*Work request*
Look through the listing below and report every line that contains "serif".

*Records shown*
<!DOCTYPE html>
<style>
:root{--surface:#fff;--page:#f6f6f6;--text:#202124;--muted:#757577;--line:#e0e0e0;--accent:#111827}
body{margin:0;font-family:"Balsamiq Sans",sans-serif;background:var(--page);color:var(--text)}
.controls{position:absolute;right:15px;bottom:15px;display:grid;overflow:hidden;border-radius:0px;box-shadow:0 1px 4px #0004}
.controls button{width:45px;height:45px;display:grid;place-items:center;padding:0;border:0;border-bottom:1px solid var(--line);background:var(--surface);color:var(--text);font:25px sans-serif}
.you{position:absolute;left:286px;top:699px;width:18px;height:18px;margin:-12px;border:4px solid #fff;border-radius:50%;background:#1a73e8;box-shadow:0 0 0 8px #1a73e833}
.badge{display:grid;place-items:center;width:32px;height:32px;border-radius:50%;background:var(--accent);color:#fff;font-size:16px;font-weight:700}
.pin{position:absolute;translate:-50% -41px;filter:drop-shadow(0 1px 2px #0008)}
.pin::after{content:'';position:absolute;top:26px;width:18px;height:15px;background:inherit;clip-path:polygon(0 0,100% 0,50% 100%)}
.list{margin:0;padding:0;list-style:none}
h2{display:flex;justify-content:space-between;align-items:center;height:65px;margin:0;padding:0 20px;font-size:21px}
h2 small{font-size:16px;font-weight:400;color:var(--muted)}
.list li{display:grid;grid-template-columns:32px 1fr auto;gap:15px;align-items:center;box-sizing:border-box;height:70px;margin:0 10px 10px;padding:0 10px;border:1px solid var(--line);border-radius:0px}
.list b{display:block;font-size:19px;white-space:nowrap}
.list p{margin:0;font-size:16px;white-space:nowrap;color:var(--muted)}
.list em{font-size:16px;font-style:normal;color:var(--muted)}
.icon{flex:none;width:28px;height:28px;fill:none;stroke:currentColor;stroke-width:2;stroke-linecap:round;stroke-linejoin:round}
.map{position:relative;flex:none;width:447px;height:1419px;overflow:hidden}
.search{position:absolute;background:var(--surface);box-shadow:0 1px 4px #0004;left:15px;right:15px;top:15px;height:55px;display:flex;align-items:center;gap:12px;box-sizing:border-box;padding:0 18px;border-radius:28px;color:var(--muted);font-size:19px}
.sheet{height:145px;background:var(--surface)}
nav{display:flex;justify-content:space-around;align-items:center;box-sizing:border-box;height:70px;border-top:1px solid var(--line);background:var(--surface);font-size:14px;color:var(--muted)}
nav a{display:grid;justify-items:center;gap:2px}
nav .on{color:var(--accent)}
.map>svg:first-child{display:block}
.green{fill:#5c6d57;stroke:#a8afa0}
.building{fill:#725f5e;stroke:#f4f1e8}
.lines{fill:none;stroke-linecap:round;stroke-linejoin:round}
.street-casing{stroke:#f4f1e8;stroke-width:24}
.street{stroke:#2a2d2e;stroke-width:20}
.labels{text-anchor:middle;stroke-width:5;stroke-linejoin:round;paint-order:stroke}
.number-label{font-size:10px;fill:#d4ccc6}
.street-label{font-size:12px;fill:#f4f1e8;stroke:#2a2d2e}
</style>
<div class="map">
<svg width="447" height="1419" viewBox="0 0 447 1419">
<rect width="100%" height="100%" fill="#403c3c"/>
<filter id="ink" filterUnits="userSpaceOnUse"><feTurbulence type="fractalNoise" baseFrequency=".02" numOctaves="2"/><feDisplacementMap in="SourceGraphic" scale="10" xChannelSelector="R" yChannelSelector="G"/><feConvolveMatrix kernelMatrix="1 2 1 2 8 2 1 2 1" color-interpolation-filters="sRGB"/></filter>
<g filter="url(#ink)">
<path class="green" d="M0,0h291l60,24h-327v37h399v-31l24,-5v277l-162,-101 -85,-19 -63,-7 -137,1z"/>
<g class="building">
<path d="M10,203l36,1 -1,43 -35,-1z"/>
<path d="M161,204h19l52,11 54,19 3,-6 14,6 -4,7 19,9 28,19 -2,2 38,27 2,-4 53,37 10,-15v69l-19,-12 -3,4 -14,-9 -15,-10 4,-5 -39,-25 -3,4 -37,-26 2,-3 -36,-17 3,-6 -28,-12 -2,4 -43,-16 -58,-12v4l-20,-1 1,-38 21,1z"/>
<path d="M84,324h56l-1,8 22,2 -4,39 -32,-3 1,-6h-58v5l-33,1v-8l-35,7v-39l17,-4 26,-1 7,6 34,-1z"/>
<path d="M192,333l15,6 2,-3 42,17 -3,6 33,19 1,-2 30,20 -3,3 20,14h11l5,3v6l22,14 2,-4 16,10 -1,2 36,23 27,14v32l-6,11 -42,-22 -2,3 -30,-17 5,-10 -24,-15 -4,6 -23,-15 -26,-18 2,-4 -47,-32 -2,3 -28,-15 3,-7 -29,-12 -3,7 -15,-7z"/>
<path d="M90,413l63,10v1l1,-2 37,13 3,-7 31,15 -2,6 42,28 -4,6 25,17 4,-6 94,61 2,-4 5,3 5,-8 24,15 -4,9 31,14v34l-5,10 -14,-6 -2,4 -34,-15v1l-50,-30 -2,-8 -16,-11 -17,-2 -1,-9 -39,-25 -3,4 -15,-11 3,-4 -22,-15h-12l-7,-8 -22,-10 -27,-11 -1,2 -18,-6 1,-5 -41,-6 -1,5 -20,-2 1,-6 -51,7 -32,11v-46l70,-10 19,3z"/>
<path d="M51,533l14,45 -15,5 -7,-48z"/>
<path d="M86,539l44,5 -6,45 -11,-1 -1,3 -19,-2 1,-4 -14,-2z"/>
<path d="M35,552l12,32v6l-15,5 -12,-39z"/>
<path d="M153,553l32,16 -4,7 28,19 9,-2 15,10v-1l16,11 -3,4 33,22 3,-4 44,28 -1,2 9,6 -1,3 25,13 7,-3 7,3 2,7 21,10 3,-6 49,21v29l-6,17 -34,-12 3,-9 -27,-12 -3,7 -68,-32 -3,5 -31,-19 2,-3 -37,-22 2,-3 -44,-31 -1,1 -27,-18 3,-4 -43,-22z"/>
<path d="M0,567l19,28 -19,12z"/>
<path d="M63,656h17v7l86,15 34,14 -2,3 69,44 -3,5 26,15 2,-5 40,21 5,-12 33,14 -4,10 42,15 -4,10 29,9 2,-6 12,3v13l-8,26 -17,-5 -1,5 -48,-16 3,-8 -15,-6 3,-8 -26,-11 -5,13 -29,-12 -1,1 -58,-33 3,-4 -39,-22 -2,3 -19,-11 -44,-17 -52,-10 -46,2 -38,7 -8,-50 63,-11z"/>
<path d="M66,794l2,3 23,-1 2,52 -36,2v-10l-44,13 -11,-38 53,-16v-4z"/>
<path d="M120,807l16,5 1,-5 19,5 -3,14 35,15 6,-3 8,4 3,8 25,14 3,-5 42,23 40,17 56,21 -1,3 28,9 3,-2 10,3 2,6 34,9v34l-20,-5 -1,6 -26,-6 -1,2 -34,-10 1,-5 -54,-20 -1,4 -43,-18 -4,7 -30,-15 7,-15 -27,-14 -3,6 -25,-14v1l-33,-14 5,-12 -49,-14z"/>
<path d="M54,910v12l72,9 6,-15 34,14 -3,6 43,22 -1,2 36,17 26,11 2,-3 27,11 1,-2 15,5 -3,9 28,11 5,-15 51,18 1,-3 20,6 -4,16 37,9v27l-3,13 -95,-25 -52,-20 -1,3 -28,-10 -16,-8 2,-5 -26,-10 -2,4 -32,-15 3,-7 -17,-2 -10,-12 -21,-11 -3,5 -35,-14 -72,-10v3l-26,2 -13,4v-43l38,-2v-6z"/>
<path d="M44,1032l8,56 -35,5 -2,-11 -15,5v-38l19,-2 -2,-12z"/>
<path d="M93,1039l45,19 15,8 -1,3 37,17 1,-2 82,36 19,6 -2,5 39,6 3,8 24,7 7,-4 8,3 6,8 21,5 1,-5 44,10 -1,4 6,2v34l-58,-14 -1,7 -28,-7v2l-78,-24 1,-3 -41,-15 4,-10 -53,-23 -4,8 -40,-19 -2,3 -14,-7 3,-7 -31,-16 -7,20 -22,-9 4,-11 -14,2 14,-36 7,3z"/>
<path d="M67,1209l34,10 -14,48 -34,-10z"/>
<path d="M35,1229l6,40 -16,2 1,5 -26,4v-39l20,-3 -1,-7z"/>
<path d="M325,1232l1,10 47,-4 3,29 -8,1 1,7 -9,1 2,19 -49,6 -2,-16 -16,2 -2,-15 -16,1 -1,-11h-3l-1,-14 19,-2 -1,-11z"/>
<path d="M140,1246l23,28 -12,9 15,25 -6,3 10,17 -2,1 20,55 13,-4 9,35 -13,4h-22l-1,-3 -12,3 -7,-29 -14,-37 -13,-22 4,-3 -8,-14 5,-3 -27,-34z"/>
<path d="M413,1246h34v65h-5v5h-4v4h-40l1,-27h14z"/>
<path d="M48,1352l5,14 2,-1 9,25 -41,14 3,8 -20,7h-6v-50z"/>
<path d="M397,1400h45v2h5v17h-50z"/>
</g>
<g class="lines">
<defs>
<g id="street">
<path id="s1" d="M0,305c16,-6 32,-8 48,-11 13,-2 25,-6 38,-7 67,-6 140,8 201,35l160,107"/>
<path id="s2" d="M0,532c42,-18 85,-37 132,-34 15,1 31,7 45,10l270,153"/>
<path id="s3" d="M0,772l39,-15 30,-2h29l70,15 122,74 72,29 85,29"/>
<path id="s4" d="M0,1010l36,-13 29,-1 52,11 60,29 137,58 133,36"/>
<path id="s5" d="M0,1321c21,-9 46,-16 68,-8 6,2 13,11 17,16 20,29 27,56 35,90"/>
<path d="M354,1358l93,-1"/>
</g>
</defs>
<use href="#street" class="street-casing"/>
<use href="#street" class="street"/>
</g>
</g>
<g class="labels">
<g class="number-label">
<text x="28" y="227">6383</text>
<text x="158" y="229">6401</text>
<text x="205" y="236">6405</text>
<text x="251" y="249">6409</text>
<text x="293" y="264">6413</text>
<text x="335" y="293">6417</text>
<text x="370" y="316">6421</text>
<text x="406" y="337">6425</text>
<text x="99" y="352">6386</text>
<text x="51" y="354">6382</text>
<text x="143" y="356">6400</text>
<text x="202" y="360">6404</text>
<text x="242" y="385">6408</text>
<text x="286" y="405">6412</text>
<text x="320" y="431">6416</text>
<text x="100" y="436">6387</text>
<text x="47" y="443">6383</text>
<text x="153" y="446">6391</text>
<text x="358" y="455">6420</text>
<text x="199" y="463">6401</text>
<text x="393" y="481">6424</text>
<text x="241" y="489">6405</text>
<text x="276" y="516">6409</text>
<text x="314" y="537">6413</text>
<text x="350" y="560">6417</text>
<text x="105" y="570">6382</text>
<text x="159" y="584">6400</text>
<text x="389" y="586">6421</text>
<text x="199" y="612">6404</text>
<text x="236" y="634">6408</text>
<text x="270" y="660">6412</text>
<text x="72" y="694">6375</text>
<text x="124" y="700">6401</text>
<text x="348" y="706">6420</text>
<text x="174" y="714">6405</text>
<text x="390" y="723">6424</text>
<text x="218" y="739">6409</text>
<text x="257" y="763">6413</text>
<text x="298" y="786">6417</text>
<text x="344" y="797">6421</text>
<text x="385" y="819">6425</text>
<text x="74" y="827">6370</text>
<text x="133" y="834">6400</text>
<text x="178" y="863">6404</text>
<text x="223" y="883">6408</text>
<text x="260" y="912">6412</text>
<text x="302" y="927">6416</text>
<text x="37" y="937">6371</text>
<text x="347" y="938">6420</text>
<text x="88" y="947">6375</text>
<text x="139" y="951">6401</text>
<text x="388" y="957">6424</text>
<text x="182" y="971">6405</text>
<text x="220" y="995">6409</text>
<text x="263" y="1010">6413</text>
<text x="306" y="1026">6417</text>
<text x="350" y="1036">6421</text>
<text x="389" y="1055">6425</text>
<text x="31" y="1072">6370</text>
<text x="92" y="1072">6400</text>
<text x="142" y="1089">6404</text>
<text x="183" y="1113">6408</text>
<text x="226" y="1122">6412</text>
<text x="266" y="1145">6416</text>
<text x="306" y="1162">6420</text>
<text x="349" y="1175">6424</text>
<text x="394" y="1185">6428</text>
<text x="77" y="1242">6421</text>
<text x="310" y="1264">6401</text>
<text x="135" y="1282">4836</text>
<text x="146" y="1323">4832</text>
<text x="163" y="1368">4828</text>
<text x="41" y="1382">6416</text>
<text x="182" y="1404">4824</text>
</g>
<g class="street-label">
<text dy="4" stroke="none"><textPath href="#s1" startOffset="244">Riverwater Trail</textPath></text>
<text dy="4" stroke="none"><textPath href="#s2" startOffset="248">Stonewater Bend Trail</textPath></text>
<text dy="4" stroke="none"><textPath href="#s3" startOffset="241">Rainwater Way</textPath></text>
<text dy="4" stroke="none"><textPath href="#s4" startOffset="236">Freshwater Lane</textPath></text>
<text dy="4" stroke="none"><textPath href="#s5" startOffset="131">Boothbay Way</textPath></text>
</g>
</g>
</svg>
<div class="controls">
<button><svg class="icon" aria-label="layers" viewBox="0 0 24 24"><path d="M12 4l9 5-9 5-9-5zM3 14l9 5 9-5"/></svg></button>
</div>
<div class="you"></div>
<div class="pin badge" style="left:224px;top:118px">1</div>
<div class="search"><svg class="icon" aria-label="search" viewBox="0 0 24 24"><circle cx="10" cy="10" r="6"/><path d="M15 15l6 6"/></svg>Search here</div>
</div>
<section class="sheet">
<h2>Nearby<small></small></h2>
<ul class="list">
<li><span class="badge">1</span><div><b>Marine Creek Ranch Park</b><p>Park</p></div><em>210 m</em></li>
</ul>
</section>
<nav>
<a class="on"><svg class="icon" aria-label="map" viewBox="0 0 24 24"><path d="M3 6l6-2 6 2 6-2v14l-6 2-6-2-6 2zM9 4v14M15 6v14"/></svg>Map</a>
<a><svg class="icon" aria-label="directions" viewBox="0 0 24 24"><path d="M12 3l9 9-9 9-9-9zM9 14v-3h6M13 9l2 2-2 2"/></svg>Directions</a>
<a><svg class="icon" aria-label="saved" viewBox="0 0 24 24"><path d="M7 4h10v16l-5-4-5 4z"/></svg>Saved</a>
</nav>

*Finished task*
body{margin:0;font-family:"Balsamiq Sans",sans-serif;background:var(--page);color:var(--text)}
.controls button{width:45px;height:45px;display:grid;place-items:center;padding:0;border:0;border-bottom:1px solid var(--line);background:var(--surface);color:var(--text);font:25px sans-serif}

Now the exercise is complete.